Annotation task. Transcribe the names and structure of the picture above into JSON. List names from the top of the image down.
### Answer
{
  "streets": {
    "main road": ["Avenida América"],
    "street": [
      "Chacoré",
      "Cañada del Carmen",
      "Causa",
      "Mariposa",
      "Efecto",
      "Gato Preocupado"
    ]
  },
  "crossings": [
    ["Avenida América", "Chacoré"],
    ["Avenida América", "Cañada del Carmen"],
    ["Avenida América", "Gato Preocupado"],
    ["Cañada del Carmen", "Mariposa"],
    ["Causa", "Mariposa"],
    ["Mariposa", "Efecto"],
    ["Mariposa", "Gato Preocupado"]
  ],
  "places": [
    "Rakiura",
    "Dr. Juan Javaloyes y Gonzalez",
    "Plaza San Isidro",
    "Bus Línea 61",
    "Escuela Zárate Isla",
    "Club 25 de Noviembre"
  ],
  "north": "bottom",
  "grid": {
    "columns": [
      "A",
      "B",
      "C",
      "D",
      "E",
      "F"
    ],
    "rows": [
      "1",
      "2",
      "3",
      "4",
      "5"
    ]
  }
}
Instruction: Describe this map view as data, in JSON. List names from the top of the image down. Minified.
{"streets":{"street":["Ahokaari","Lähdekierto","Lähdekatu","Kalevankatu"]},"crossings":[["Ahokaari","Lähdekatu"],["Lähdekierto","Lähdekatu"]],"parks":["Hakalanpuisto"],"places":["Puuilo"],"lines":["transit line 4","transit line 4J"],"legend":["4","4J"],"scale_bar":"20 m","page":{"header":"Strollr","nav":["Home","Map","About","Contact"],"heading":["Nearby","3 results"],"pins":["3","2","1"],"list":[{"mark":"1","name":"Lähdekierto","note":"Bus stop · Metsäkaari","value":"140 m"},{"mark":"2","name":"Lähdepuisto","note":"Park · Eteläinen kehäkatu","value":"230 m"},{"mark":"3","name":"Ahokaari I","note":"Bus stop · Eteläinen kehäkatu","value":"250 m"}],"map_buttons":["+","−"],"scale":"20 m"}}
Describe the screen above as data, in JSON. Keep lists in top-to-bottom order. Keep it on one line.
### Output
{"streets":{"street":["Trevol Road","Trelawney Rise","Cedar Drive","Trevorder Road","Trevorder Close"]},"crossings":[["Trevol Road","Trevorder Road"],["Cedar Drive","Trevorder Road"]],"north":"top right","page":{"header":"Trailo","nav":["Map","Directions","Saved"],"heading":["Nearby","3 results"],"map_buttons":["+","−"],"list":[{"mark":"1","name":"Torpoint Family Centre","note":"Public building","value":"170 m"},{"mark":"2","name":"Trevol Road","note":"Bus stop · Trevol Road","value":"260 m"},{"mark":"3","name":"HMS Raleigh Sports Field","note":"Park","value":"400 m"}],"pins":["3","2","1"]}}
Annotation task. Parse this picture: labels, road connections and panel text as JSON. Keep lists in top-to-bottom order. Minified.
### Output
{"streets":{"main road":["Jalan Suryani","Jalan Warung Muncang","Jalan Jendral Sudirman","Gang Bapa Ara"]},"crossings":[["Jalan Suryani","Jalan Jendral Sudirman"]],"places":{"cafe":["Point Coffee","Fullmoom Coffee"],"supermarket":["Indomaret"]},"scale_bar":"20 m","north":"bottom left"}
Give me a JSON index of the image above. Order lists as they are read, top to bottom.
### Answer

.....

**WORK TASK**
A faithful copy of the lines from the line containing "Describe the screen" to the end of the data should be set down, both ends included, and nothing more.

**SOLVED PROBLEM**
Describe the screen above as data, in JSON. Keep lists in top-to-bottom order. Keep it on one line.
### Output
{"streets":{"street":["Trevol Road","Trelawney Rise","Cedar Drive","Trevorder Road","Trevorder Close"]},"crossings":[["Trevol Road","Trevorder Road"],["Cedar Drive","Trevorder Road"]],"north":"top right","page":{"header":"Trailo","nav":["Map","Directions","Saved"],"heading":["Nearby","3 results"],"map_buttons":["+","−"],"list":[{"mark":"1","name":"Torpoint Family Centre","note":"Public building","value":"170 m"},{"mark":"2","name":"Trevol Road","note":"Bus stop · Trevol Road","value":"260 m"},{"mark":"3","name":"HMS Raleigh Sports Field","note":"Park","value":"400 m"}],"pins":["3","2","1"]}}
Annotation task. Parse this picture: labels, road connections and panel text as JSON. Keep lists in top-to-bottom order. Minified.
### Output
{"streets":{"main road":["Jalan Suryani","Jalan Warung Muncang","Jalan Jendral Sudirman","Gang Bapa Ara"]},"crossings":[["Jalan Suryani","Jalan Jendral Sudirman"]],"places":{"cafe":["Point Coffee","Fullmoom Coffee"],"supermarket":["Indomaret"]},"scale_bar":"20 m","north":"bottom left"}
Give me a JSON index of the image above. Order lists as they are read, top to bottom.
### Answer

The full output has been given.